Modular Multi-Task Learning for Chemical Reaction Prediction
Jiayun Pang, Ahmed M. Zaitoun, Xacobe Couso Cambeiro, Ivan Vulić
TL;DR
This work tackles the challenge of specializing large chemistry-oriented LLMs to limited, domain-specific reaction datasets without losing broad chemical knowledge. It advocates Low-Rank Adaptation (LoRA), a parameter-efficient modular fine-tuning approach, formalized by the update $\Delta W = BA$ and $W' = W + BA$, where $A \in \mathbb{R}^{r \times d}$ and $B \in \mathbb{R}^{k \times r}$, freezing the base model while learning compact adapters. Through extensive evaluation on USPTO_1K_TPL and a challenging C–H borylation dataset, the study shows LoRA achieves accuracy comparable to full fine-tuning across forward reaction prediction, retrosynthesis, and reagent prediction, while better preserving multi-task performance and mitigating catastrophic forgetting. The results also reveal that LoRA and full fine-tuning can yield different reactivity representations and solvent-generation capabilities, and that LoRA offers greater flexibility for modular deployment as LLMs scale. Overall, LoRA emerges as a practical, scalable strategy for chemistry applications, enabling task-specific specialization without compromising broader chemical understanding.
Abstract
Adapting large language models (LLMs) trained on broad organic chemistry to smaller, domain-specific reaction datasets is a key challenge in chemical and pharmaceutical R&D. Effective specialisation requires learning new reaction knowledge while preserving general chemical understanding across related tasks. Here, we evaluate Low-Rank Adaptation (LoRA) as a parameter-efficient alternative to full fine-tuning for organic reaction prediction on limited, complex datasets.

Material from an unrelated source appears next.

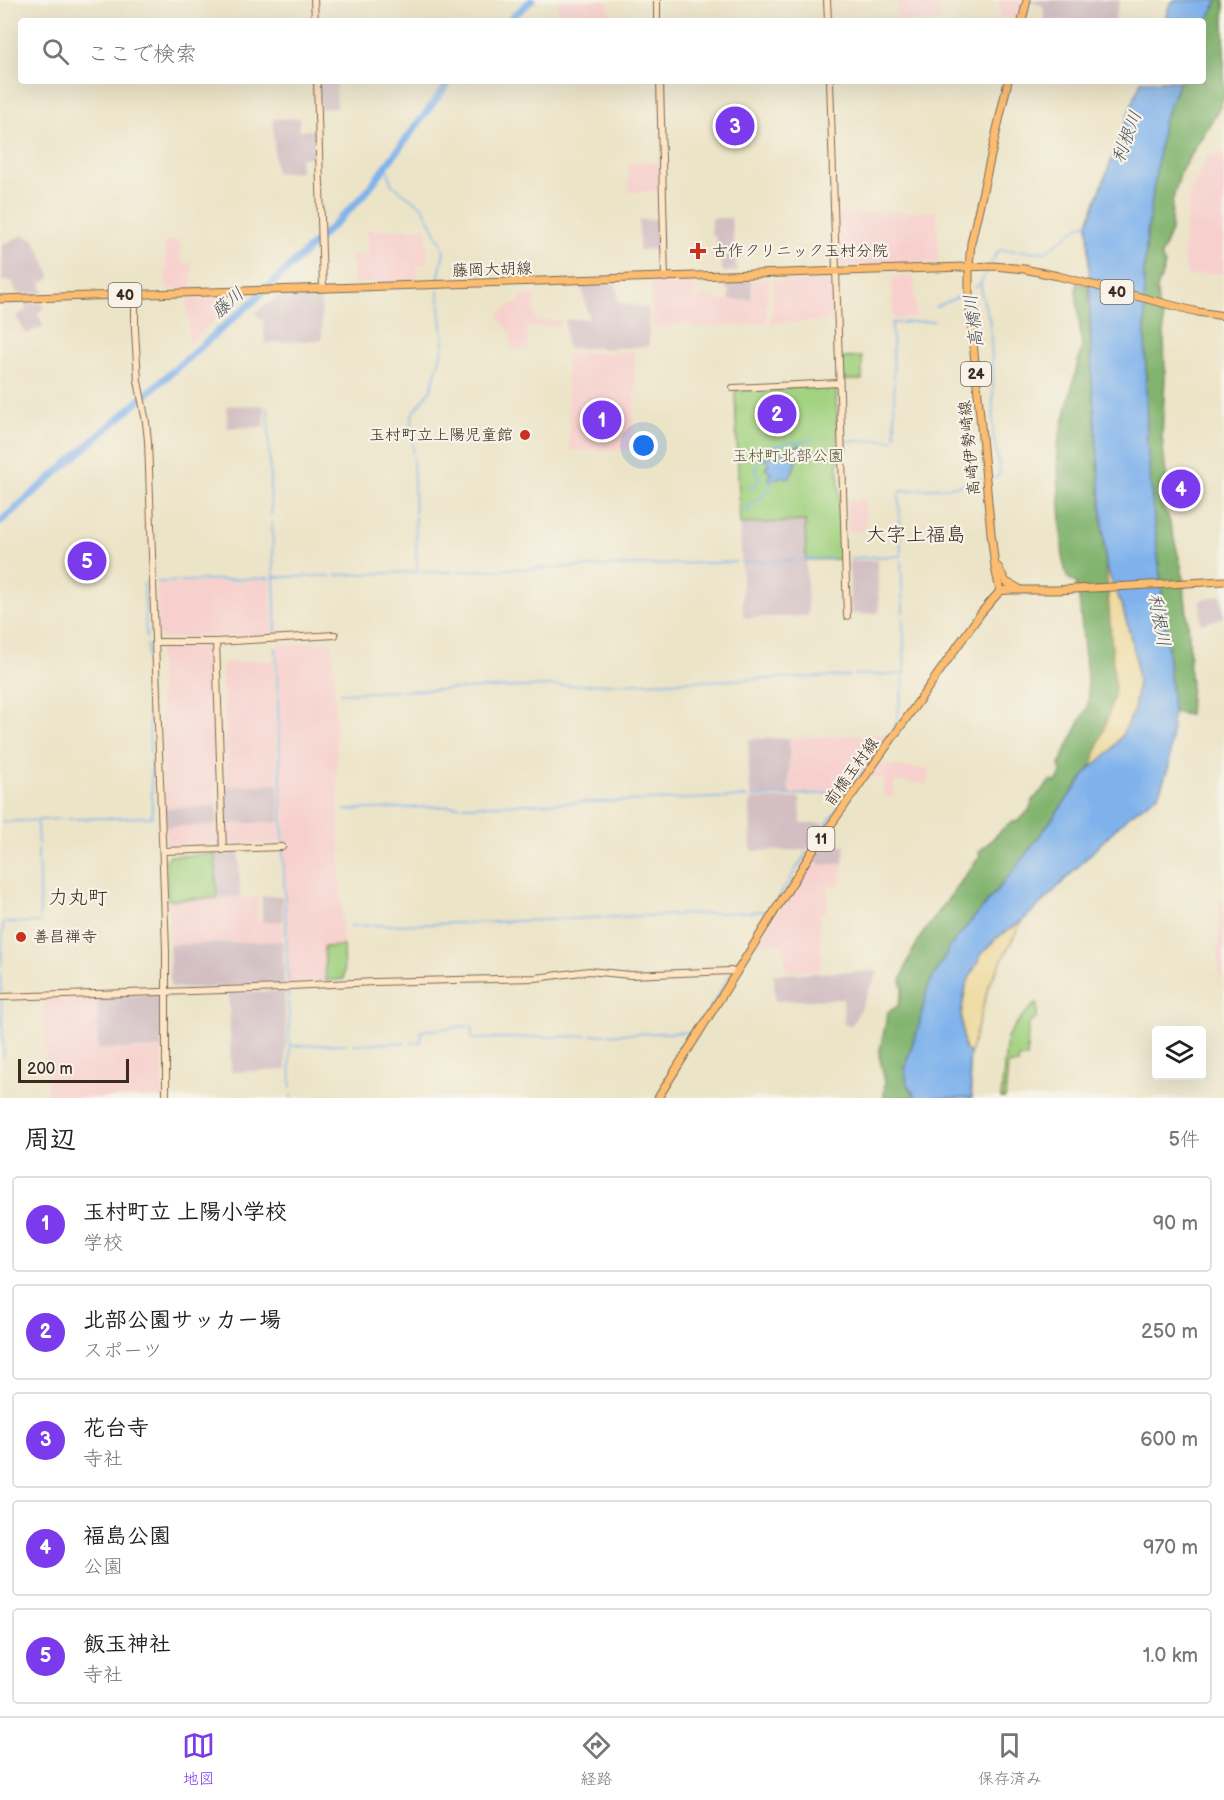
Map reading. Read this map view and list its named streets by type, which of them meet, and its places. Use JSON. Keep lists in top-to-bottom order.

Using USPTO reaction classes and challenging C-H functionalisation reactions, we benchmark forward reaction prediction, retrosynthesis and reagent prediction. LoRA achieves accuracy comparable to full fine-tuning while effectively mitigating catastrophic forgetting and better preserving multi-task performance. Both fine-tuning approaches generalise beyond training distributions, producing plausible alternative solvent predictions. Notably, C-H functionalisation fine-tuning reveals that LoRA and full fine-tuning encode subtly different reactivity patterns, suggesting more effective reaction-specific adaptation with LoRA. As LLMs continue to scale, our results highlight the practicality of modular, parameter-efficient fine-tuning strategies for their flexible deployment for chemistry applications.